Today marks the 20th anniversary of my PhD defense at
@RutgersNB.
As I reflect on that milestone, I’m reminded that the most important lesson I learned wasn’t scientific, it was about persistence.
Early in my PhD, I spent nearly five years pursuing a research question that never produced the answer I was looking for. At the time, it felt like failure, especially since I had received an NIH Predoctoral Fellowship to support the project and my training.
What I didn’t realize was that those five years were preparing me for the discovery that would ultimately define my dissertation.
While investigating amino acid biosynthesis in plants, I helped identify a previously unknown pathway for lysine biosynthesis. The discovery reshaped our understanding of plant metabolism, informed efforts to improve crop nutrition, and later influenced my interests in antibiotic development and antimicrobial resistance.
I still remember the moment the experiment worked. As I watched the data appear on the spectrophotometer screen, I knew immediately we had found something important. I ran into my advisor Dr. Thomas Leustek’s office shouting, “We got it! Oh my God, we got it!”

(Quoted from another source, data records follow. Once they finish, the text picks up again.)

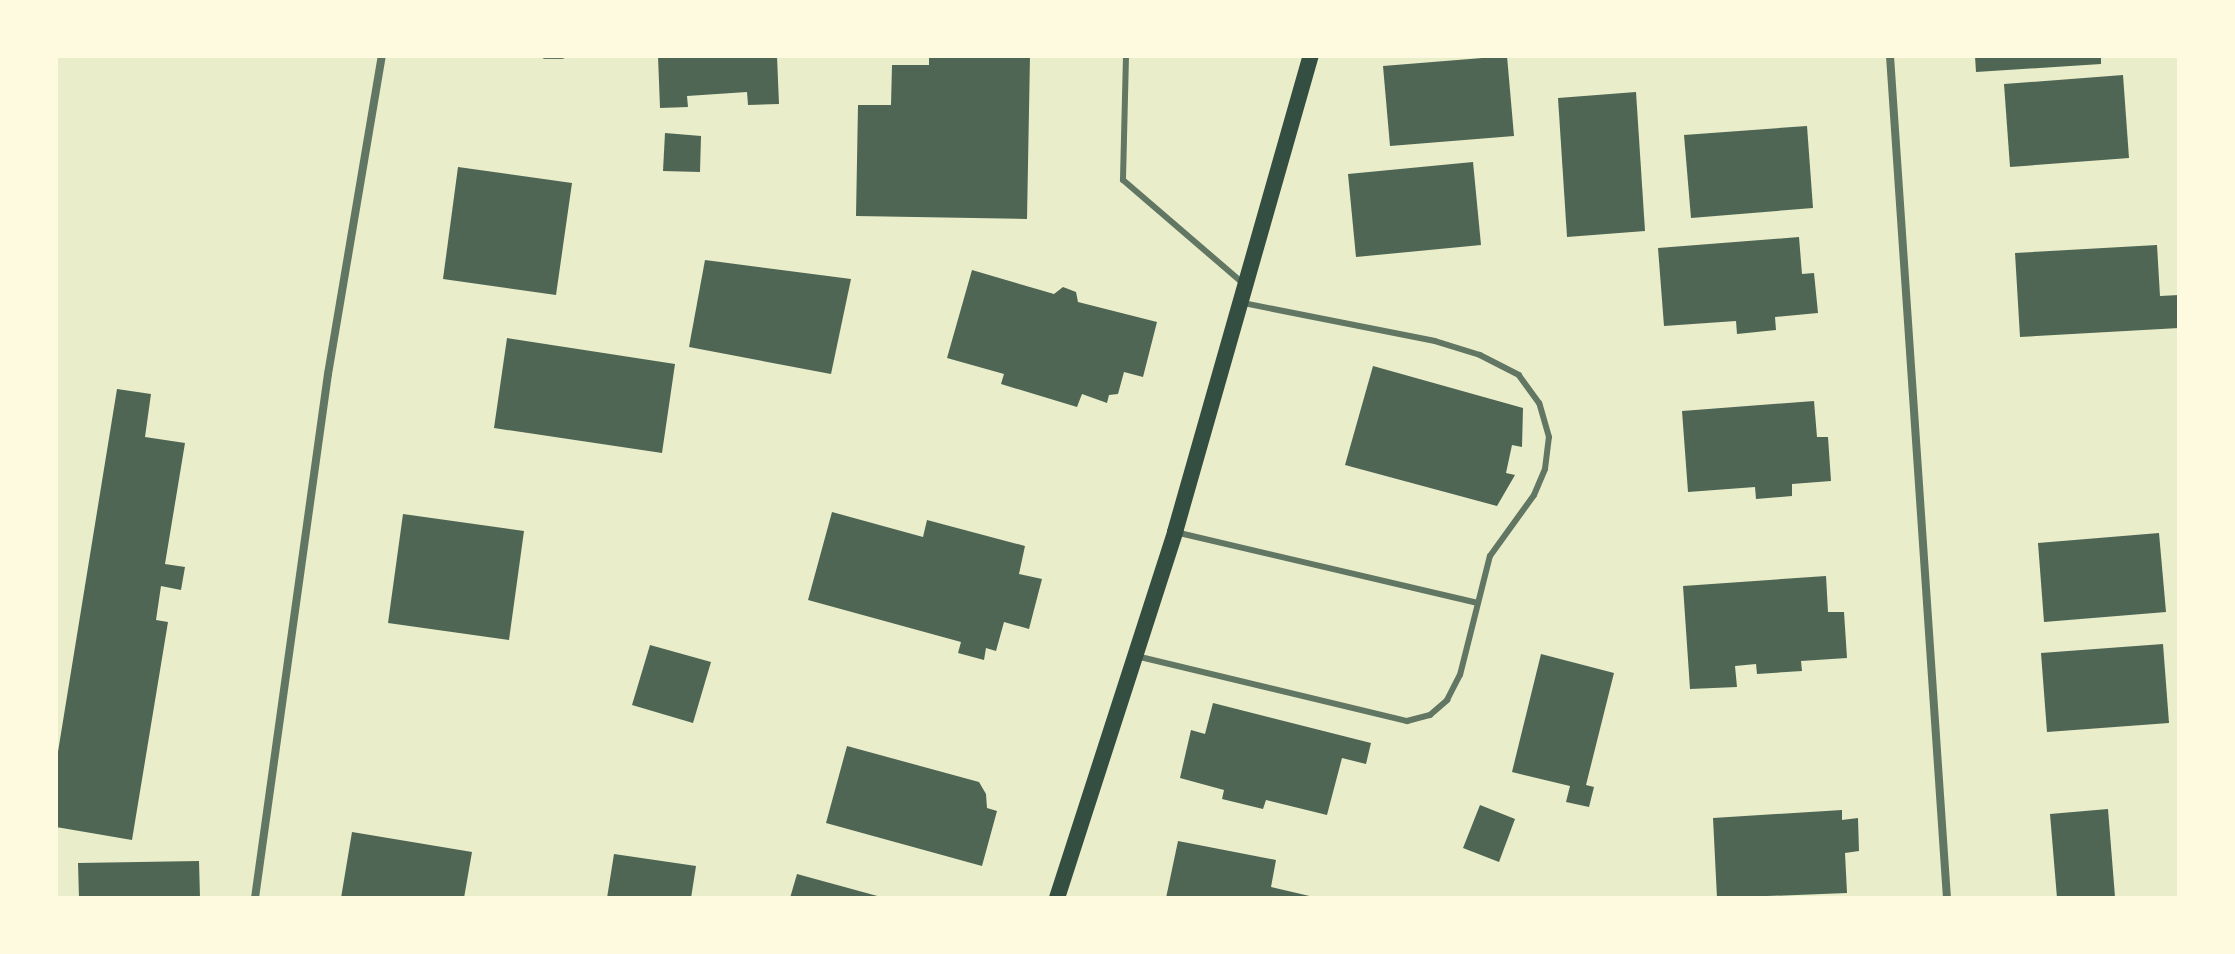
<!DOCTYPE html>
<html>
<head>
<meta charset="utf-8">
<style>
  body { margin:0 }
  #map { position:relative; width:2235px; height:954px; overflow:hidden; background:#e9edc9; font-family:"Libre Baskerville",serif }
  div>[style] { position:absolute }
  .building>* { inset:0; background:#4f6655 }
  .service>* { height:6px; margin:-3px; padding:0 3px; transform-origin:3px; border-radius:3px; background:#617663 }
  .minor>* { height:8px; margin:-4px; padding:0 4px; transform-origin:4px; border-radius:4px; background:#617663 }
  .secondary>* { height:16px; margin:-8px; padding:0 8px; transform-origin:8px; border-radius:8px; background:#344e41 }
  span { translate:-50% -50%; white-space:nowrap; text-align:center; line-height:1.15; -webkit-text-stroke:8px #fefae0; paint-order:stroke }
  .frame { position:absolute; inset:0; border:58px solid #fefae0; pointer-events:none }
</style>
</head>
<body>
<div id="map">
  <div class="building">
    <div style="clip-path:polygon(658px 56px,777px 56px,779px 104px,748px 105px,747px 92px,687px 96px,688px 107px,660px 108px)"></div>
    <div style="clip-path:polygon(929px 56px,1030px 56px,1027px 219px,856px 216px,858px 105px,891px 105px,892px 65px,929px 65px)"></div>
    <div style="clip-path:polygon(1507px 56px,1514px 136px,1390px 146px,1383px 66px)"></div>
    <div style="clip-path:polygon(1975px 56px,2101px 56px,2101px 64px,1976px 72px)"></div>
    <div style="clip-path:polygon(2123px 75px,2129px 158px,2010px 167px,2004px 84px)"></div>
    <div style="clip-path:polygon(1636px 92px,1645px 231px,1567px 237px,1558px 98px)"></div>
    <div style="clip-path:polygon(1807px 126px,1813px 208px,1691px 218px,1684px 135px)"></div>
    <div style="clip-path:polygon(665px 133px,701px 136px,700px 172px,663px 171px)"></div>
    <div style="clip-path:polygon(1473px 162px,1481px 245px,1356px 257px,1348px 174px)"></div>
    <div style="clip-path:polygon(458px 167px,572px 183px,556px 295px,443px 279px)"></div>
    <div style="clip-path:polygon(1799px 237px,1802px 274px,1814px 273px,1818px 313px,1775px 317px,1776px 330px,1737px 334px,1736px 321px,1664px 326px,1658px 248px)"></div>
    <div style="clip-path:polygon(2157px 245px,2160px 296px,2179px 295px,2179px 328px,2020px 337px,2015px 253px)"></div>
    <div style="clip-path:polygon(705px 260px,851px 279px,831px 374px,689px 347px)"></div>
    <div style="clip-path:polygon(972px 270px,1054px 294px,1063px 287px,1076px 292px,1078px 302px,1157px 322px,1143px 377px,1124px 372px,1118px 394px,1109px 395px,1107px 403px,1082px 394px,1077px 407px,1001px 384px,1004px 374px,947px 358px)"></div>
    <div style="clip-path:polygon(507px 338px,675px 364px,662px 453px,494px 428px)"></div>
    <div style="clip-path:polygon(1373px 366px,1523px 408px,1522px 447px,1512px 445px,1506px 473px,1515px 475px,1497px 506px,1345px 465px)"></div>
    <div style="clip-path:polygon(117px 389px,151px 394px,145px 437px,185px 443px,165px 564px,185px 567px,181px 590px,161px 586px,156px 620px,168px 622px,132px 840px,56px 827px,56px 764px)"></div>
    <div style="clip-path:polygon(1814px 401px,1817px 437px,1828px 437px,1831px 481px,1792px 484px,1792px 496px,1756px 499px,1755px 487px,1688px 492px,1682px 411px)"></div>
    <div style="clip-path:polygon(832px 512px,923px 537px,927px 520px,1025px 546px,1019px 574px,1042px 579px,1029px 629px,1004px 622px,996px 651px,986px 648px,984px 660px,958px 653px,961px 642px,808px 600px)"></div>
    <div style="clip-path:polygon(403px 514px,524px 531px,509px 640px,388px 623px)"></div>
    <div style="clip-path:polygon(2159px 533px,2166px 612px,2044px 622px,2038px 543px)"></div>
    <div style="clip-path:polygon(1826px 576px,1828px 612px,1844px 612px,1847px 658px,1801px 661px,1802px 671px,1757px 674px,1756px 664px,1735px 666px,1737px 687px,1690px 689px,1683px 586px)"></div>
    <div style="clip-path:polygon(2163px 644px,2169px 723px,2047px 732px,2041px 653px)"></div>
    <div style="clip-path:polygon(650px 645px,711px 662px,693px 723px,632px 705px)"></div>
    <div style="clip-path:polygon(1541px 654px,1614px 673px,1586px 785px,1594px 787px,1589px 807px,1566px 802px,1570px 786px,1512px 772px)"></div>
    <div style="clip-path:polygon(1213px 703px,1371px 743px,1366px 764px,1342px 758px,1327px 815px,1266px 800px,1263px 809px,1222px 799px,1224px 790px,1180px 778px,1191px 730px,1205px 734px)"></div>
    <div style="clip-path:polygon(847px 746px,979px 782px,986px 794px,987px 808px,997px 811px,982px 866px,826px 823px)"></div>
    <div style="clip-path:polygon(1480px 805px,1515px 819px,1499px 862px,1463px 848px)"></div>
    <div style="clip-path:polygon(2108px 809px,2115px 897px,2057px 898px,2050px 814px)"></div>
    <div style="clip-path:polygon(1842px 810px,1842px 820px,1858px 818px,1859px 851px,1845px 853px,1847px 893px,1717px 898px,1713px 818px)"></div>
    <div style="clip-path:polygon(352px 832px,472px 852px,464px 898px,341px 898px)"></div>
    <div style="clip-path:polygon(1178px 841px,1276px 860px,1271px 887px,1318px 898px,1166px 898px)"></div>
    <div style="clip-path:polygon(614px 854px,696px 866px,691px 898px,607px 898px)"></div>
    <div style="clip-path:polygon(199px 861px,200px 898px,79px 898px,78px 863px)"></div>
    <div style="clip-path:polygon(797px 874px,881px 897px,881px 898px,790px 898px)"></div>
  </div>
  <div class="service">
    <div style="left:545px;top:56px;width:17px"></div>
    <div style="left:1126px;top:56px;width:124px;rotate:91.4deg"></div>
    <div style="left:1123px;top:180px;width:161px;rotate:40.7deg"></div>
    <div style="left:1175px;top:532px;width:310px;rotate:13.2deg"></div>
    <div style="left:1136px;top:656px;width:279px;rotate:13.5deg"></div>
    <div style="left:1407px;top:721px;width:24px;rotate:-15deg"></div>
    <div style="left:1430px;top:715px;width:23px;rotate:-41deg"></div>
    <div style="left:1447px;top:700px;width:28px;rotate:-63deg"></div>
    <div style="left:1460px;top:675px;width:123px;rotate:-75.9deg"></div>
    <div style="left:1490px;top:556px;width:75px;rotate:-54.2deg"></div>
    <div style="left:1534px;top:495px;width:28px;rotate:-67deg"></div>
    <div style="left:1545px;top:469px;width:32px;rotate:-83deg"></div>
    <div style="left:1549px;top:437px;width:35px;rotate:-106deg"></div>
    <div style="left:1539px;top:403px;width:34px;rotate:-126deg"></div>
    <div style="left:1519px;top:375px;width:44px;rotate:-152.9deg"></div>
    <div style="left:1480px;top:355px;width:47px;rotate:-162.7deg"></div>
    <div style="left:1435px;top:341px;width:196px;rotate:-168.8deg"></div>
  </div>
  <div class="minor">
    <div style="left:1890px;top:56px;width:844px;rotate:86.13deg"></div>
    <div style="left:255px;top:898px;width:529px;rotate:-82.07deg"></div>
    <div style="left:328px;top:374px;width:323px;rotate:-80.4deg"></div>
  </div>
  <div class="secondary">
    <div style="left:1057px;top:898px;width:385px;rotate:-72.1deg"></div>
    <div style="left:1175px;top:532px;width:495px;rotate:-74.1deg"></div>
  </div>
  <div class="frame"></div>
</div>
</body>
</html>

The irony is that the discovery and writing the dissertation itself took about 8 months but the work that made it possible took five years.
I share my journey with students, and they sometimes ask whether I regret spending so much time on a project that didn’t turn out the way I expected. My answer is always the same, I didn’t waste five years. Those years taught me the technical skills, resilience, creativity, and critical thinking that made the breakthrough possible. What looked like failure was actually preparation.
Twenty years later, that’s the lesson I carry with me: the breakthroughs people celebrate are often built on years of work that appears to be going nowhere but learning is never wasted.
Thank you to my mentors, committee members, labmates, UG and fellow grad students, collaborators, and especially my family for helping shape me as a scientist and supporting me throughout the journey.
It's hard to believe it has been twenty years!